Follow Datanami:
October 22, 2011

Cloudera Brings Hadoop to School

Datanami Staff

This week Hadoop-based data management software giant, Cloudera, announced a new program aimed at providing in-depth Hadoop training and certification. Dubbed “Cloudera University” the education initiative will blaze new trails in providing a structured learning program for developers and system administrators.

This is not a new move for Cloudera, who first began training developers and sys admins back in 2009. Cloudera officials say that even before the launch of Cloudera University they have churned out over 7,000 graduates of their learning and certification program. They claim that one of the reasons for the broader Cloudera University education program is the huge uptick in demand for their courses.

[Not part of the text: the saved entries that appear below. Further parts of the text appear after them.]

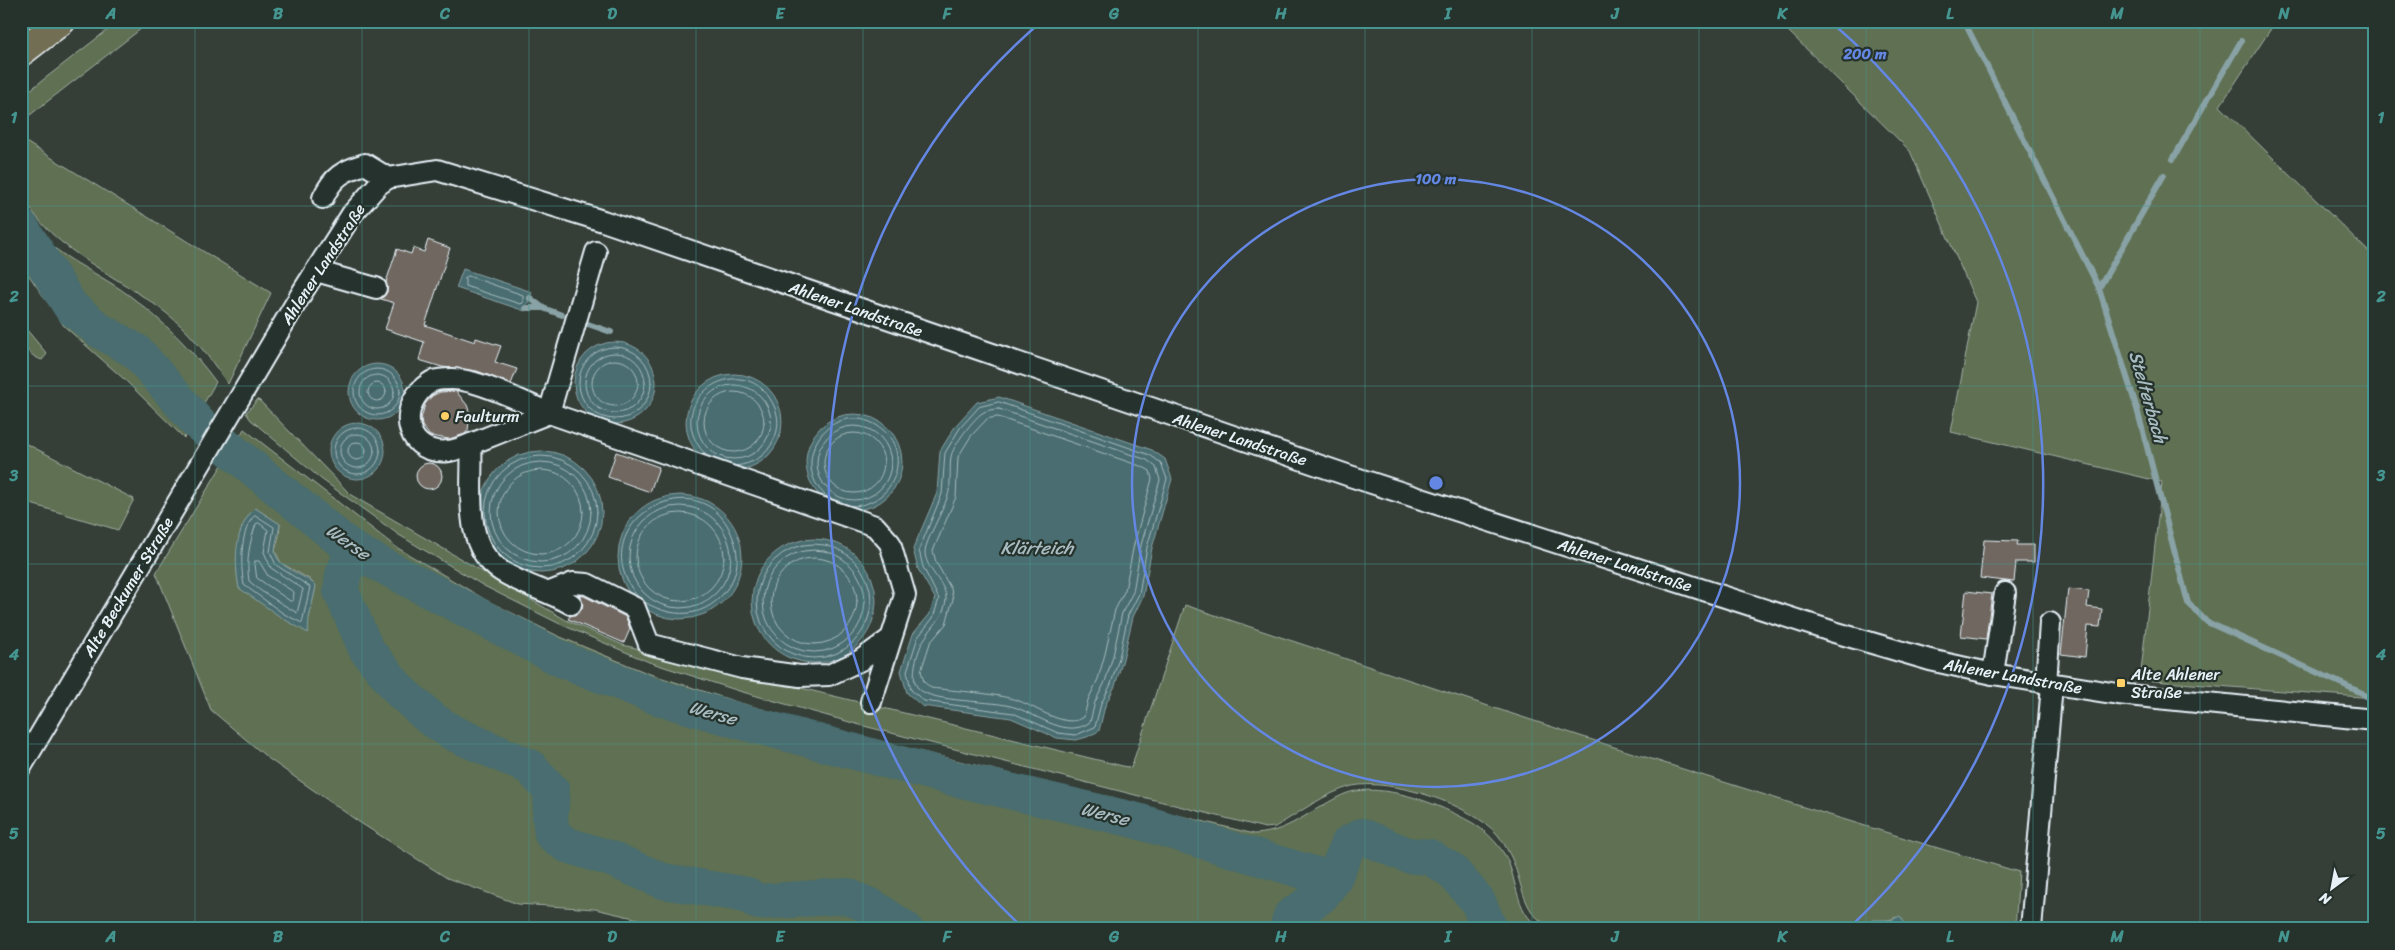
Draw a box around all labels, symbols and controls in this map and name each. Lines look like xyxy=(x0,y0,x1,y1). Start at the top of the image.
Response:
text: A xyxy=(105,0,116,28)
text: B xyxy=(273,0,284,28)
text: C xyxy=(439,0,451,28)
text: D xyxy=(607,0,617,28)
text: E xyxy=(776,0,786,28)
text: F xyxy=(942,0,953,28)
text: G xyxy=(1108,0,1120,28)
text: H xyxy=(1274,0,1287,28)
text: I xyxy=(1444,0,1453,28)
text: J xyxy=(1610,0,1620,28)
text: K xyxy=(1776,0,1788,28)
text: L xyxy=(1946,0,1954,28)
text: M xyxy=(2109,0,2124,28)
text: N xyxy=(2277,0,2290,28)
text: 200 m xyxy=(1842,41,1887,67)
text: 1 xyxy=(11,103,18,132)
text: 1 xyxy=(2378,103,2385,132)
text: 100 m xyxy=(1416,166,1457,192)
street label: Ahlener Landstraße xyxy=(272,197,373,331)
street label: Ahlener Landstraße xyxy=(784,272,927,345)
text: 2 xyxy=(8,282,19,311)
text: 2 xyxy=(2375,282,2386,311)
water label: Stelterbach xyxy=(2120,347,2177,448)
place label: Faulturm xyxy=(455,402,519,431)
street label: Ahlener Landstraße xyxy=(1168,403,1311,474)
marker: Faulturm xyxy=(439,410,451,422)
text: 3 xyxy=(9,461,19,490)
text: 3 xyxy=(2376,461,2386,490)
centre of rings xyxy=(1427,474,1445,492)
street label: Alte Beckumer Straße xyxy=(74,511,182,664)
water label: Werse xyxy=(319,515,378,570)
street label: Ahlener Landstraße xyxy=(1553,529,1696,600)
water label: Klärteich xyxy=(1001,532,1075,564)
text: 4 xyxy=(8,640,19,669)
text: 4 xyxy=(2375,640,2386,669)
street label: Ahlener Landstraße xyxy=(1941,649,2084,702)
place label: Alte Ahlener Straße xyxy=(2130,660,2221,707)
marker: Alte Ahlener Straße xyxy=(2115,677,2127,689)
water label: Werse xyxy=(685,691,742,735)
water label: Werse xyxy=(1078,793,1134,836)
text: 5 xyxy=(9,819,19,848)
text: 5 xyxy=(2376,819,2386,848)
north arrow xyxy=(2308,862,2358,912)
text: N xyxy=(2314,885,2337,912)
text: A xyxy=(105,922,116,950)
text: B xyxy=(273,922,284,950)
text: C xyxy=(439,922,451,950)
text: D xyxy=(607,922,617,950)
text: E xyxy=(776,922,786,950)
text: F xyxy=(942,922,953,950)
text: G xyxy=(1108,922,1120,950)
text: H xyxy=(1274,922,1287,950)
text: I xyxy=(1444,922,1453,950)
text: J xyxy=(1610,922,1620,950)
text: K xyxy=(1776,922,1788,950)
text: L xyxy=(1946,922,1954,950)
text: M xyxy=(2109,922,2124,950)
text: N xyxy=(2277,922,2290,950)

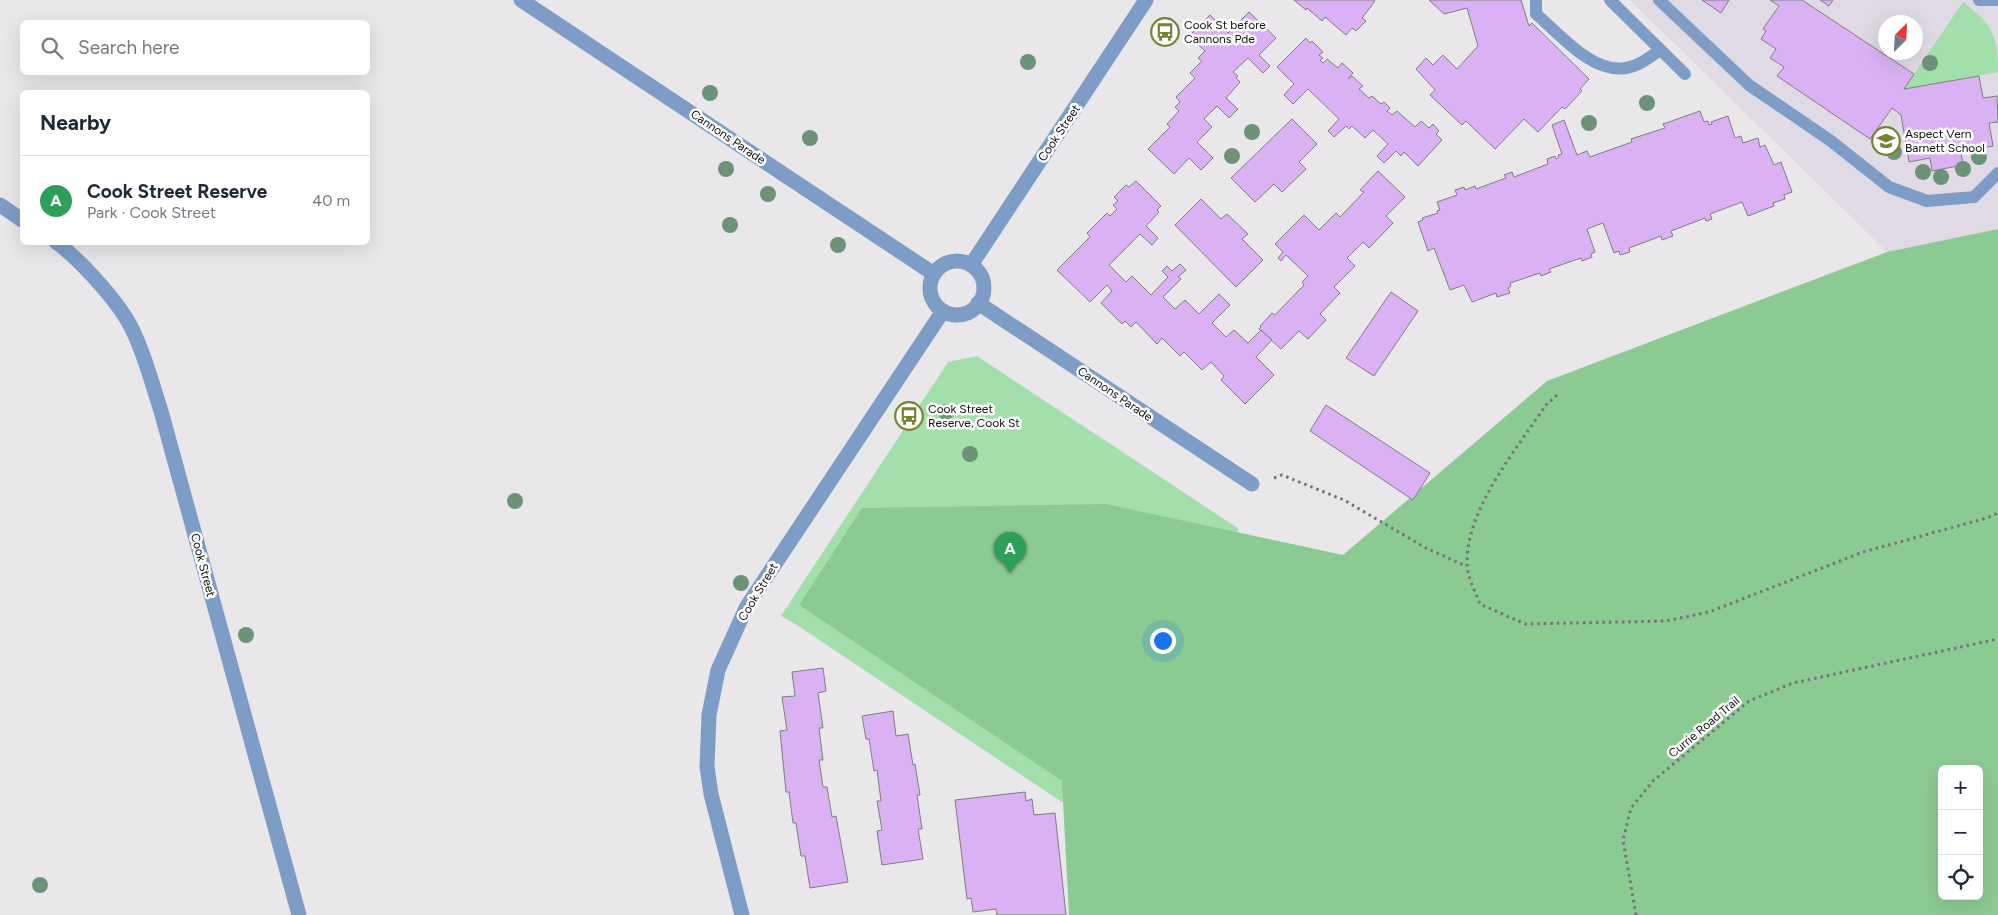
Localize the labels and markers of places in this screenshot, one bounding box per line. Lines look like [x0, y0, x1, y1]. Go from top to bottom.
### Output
bus stop icon: Cook St before Cannons Pde [1150, 17, 1180, 47]
place label: Cook St before Cannons Pde [1184, 18, 1266, 46]
school or university icon: Aspect Vern Barnett School [1871, 126, 1901, 156]
place label: Aspect Vern Barnett School [1905, 127, 1985, 155]
bus stop icon: Cook Street Reserve, Cook St [894, 401, 924, 431]
place label: Cook Street Reserve, Cook St [928, 402, 1020, 430]
pin: A [994, 532, 1026, 573]

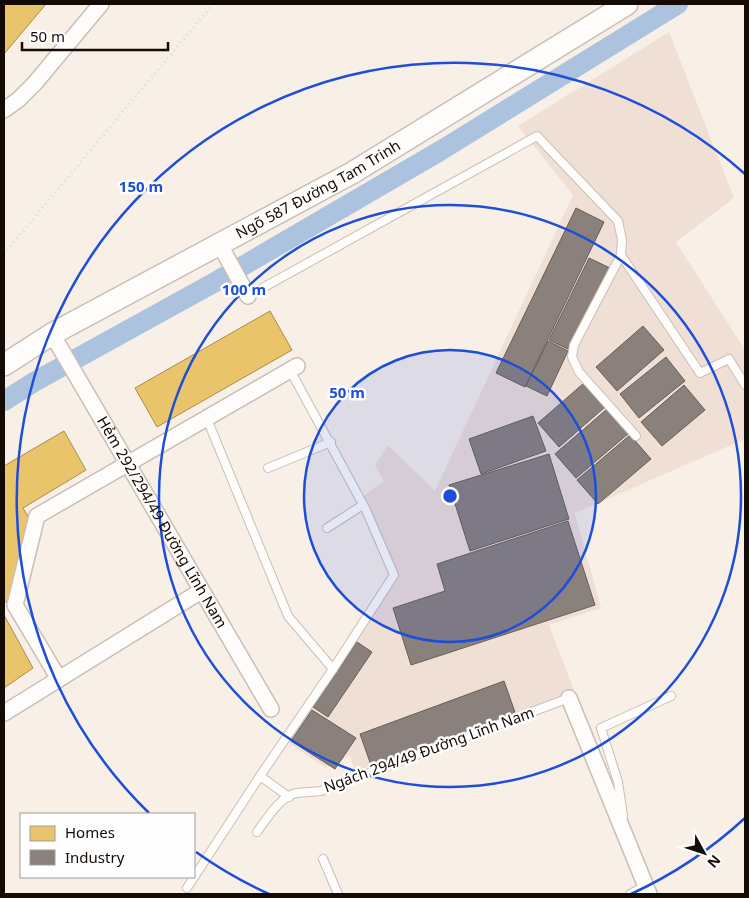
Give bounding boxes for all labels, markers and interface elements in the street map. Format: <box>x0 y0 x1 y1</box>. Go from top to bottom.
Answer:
scale bar <box>22 20 169 52</box>
text: 50 m <box>30 26 65 46</box>
street label: Ngõ 587 Đường Tam Trinh <box>232 135 404 243</box>
text: 150 m <box>119 176 163 196</box>
text: 100 m <box>222 279 266 299</box>
text: 50 m <box>329 382 365 402</box>
street label: Hẻm 292/294/49 Đường Lĩnh Nam <box>93 412 233 631</box>
centre of rings <box>441 487 459 505</box>
street label: Ngách 294/49 Đường Lĩnh Nam <box>321 702 537 797</box>
legend <box>20 813 195 878</box>
text: Homes <box>65 822 115 842</box>
north arrow <box>679 828 729 878</box>
text: Industry <box>65 847 125 867</box>
text: N <box>703 851 725 872</box>

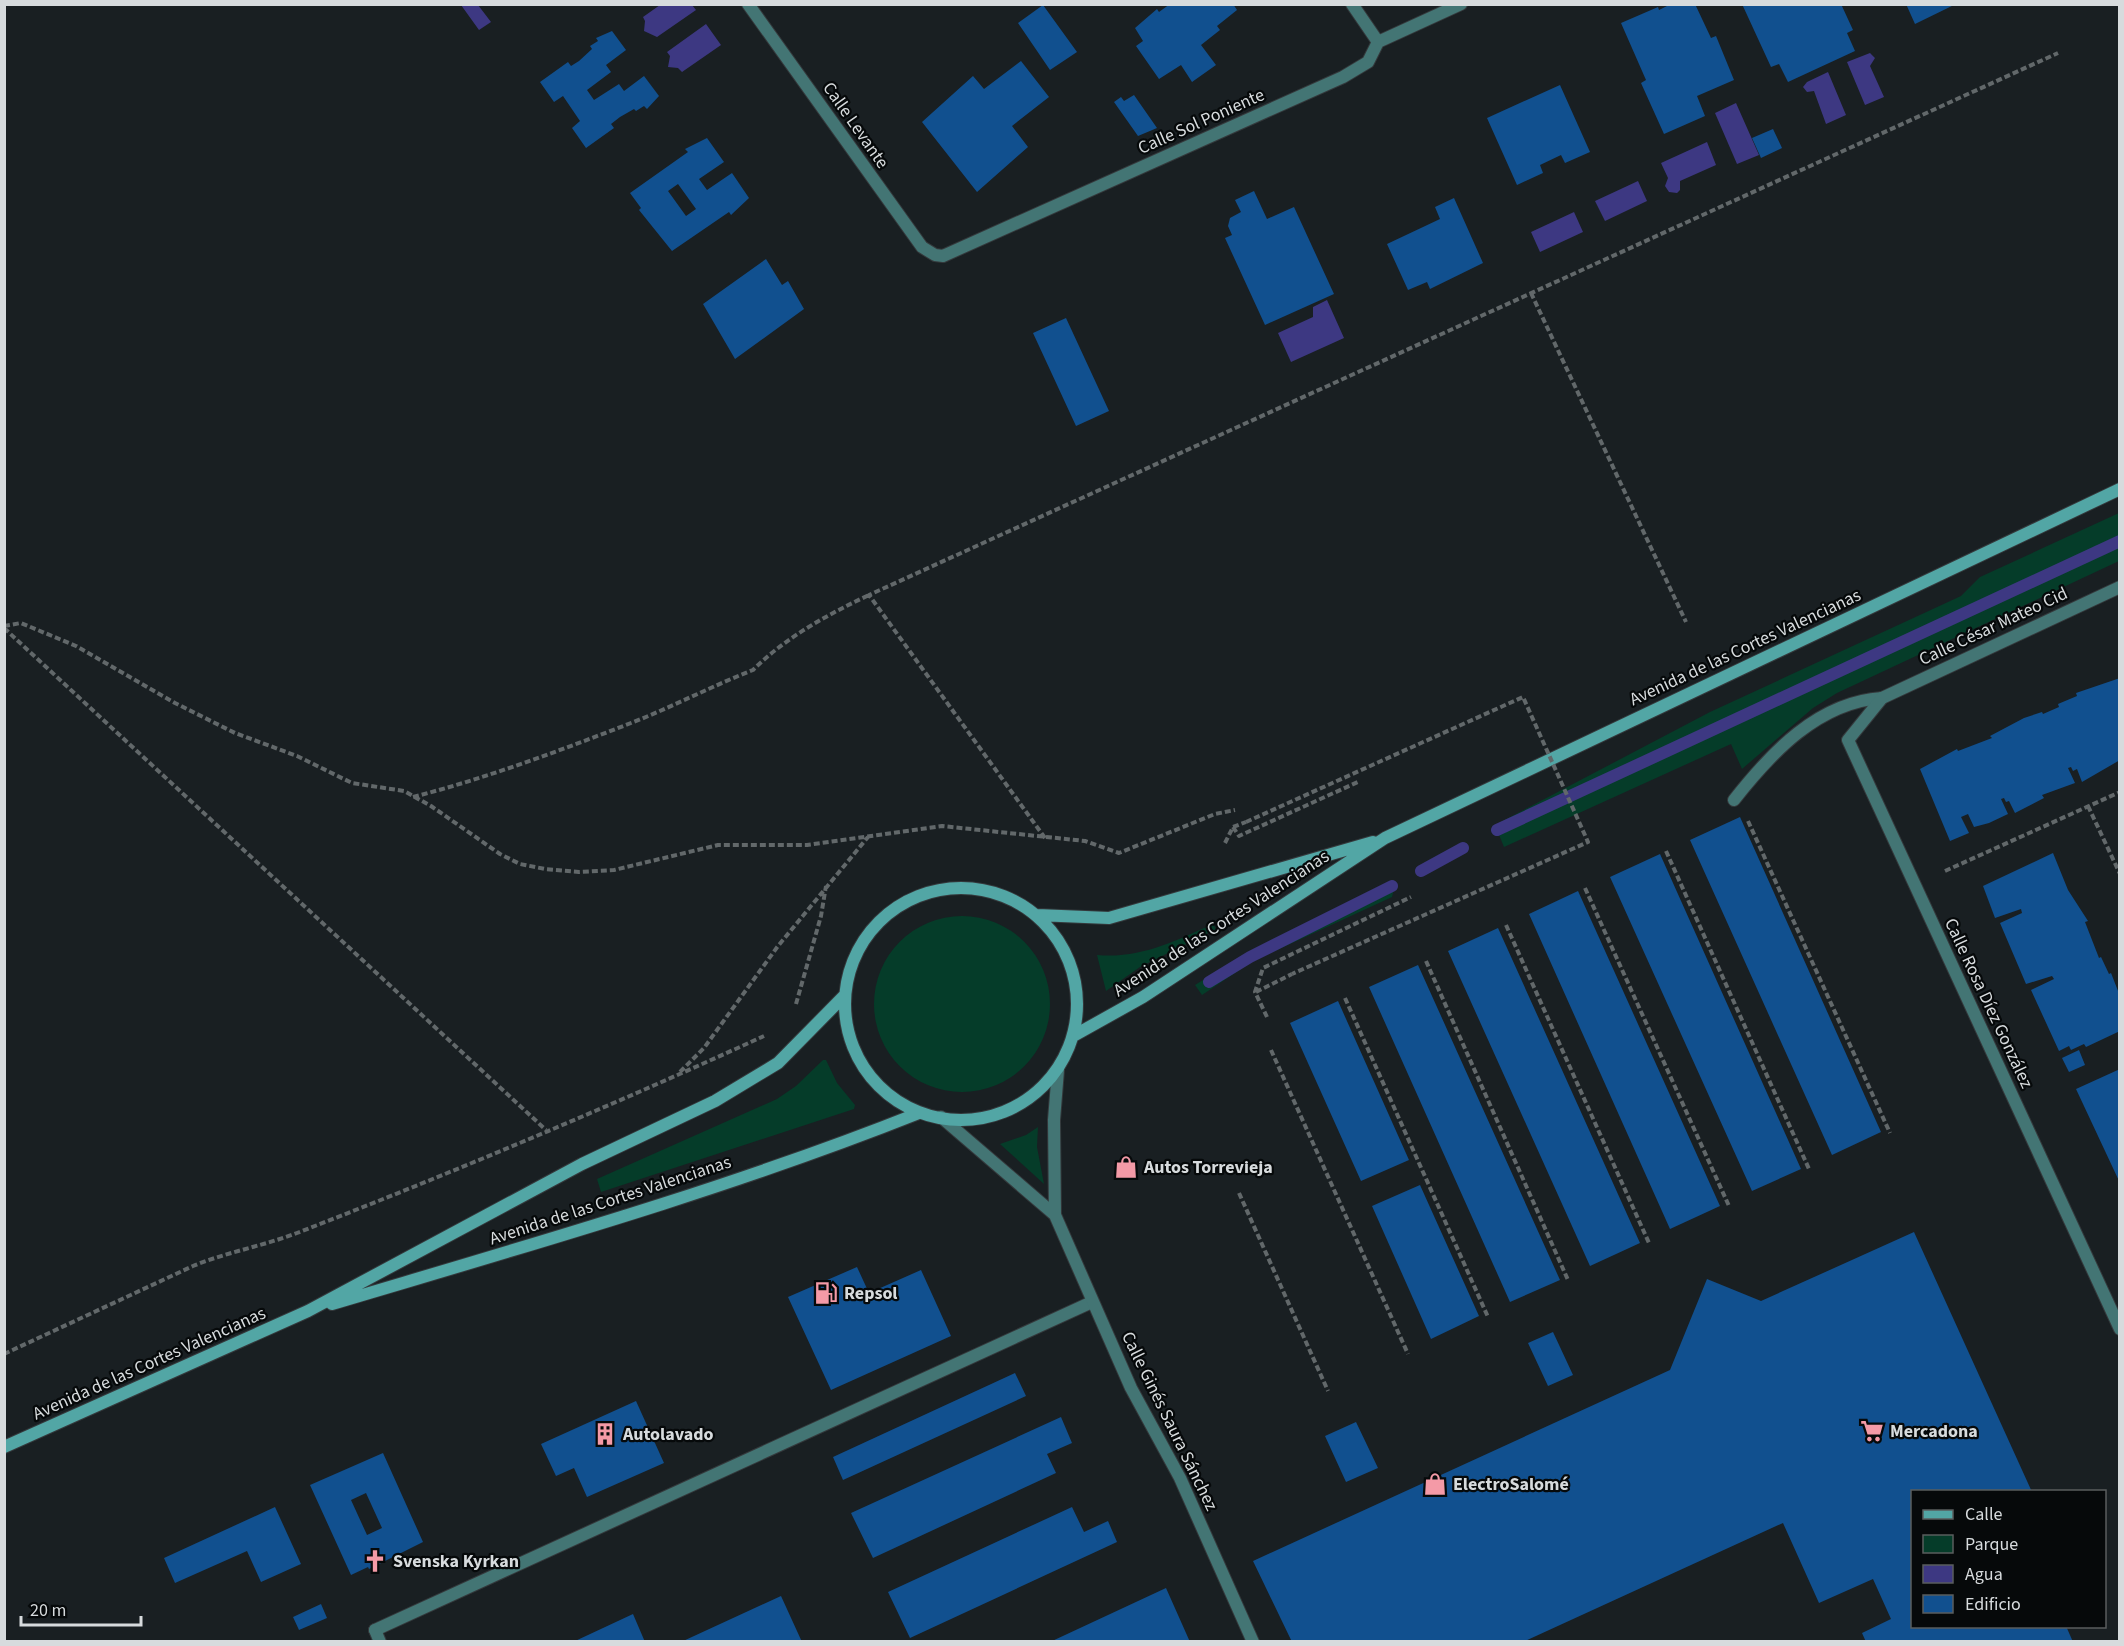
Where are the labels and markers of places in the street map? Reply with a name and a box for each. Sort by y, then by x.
shop icon: Autos Torrevieja [1113,1154,1139,1180]
place label: Autos Torrevieja [1143,1155,1273,1180]
fuel station icon: Repsol [813,1280,839,1306]
place label: Repsol [844,1281,898,1306]
supermarket icon: Mercadona [1859,1418,1885,1444]
place label: Mercadona [1890,1419,1978,1444]
building icon: Autolavado [592,1421,618,1447]
place label: Autolavado [622,1422,714,1447]
shop icon: ElectroSalomé [1422,1471,1448,1497]
place label: ElectroSalomé [1453,1472,1569,1497]
church icon: Svenska Kyrkan [362,1548,388,1574]
place label: Svenska Kyrkan [393,1549,519,1574]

According to Cloudera’s release on the topic, those signing up for Hadoop classes will boom through 2011. They claim they expect that their ranks of students will grow to include both student and enterprise learners to the tune of over 4,000 this year alone. They expect this number to double by the close of 2012.

Before the official launch of Cloudera University, the company held private and public training courses that were enterprise use case-based. The goal was to provide realistic examples to implement knowledge shared about Hadoop and the ecosystem around it (Hive, Pig, and HBase, specifically). “Graduates” of the Cloudera training programs could become Cloudera Certified Developers for Apache Hadoop (CCDH) and Cloudera Certified Administrators for Apache Hadoop (CCAH). These certifications have become well-recognized in industry with many Hadoop-related job postings referring to these credentials directly.

The courses are not limited to the West; Cloudera says their 2011 schedule branches out to 25 countries and that their overall training program will grow as well, bringing in new certification programs for the “entire spectrum of Hadoop-related technologies.”

James Fitch, a consulting software engineer with OCLC Online Computer Library Center, Inc. says that the certification allowed him to validate both the technology and his proficiency when he approached management with Hadoop. He said this was particularly important because with a large, established company “it’s often difficult to get buy-in when proposing moving to a new technology.”

Others, including Rami Muktar, a researcher with NICTA say that the benefit of the courses was about finding confidence to approach new Hadoop projects—and giving others the confidence that he was skilled enough to tackle Hadoop challenges.

According to Maria Deutsche from Silicon Angle, The Cloudera Connect Partner Program, as it’s called, is an all-inclusive suite that includes the industry’s first Hadoop certification program for third party hardware and software, in addition to sales material, case studies and training among other things. Cloudera doesn’t plan on banking on the relatively new program directly but is rather considering it as an investment to expand its partner and client base.”

As a “real” university, Cloudera needs to set about choosing a mascot. The question is, would it be too obvious to select a giant stuffed elephant?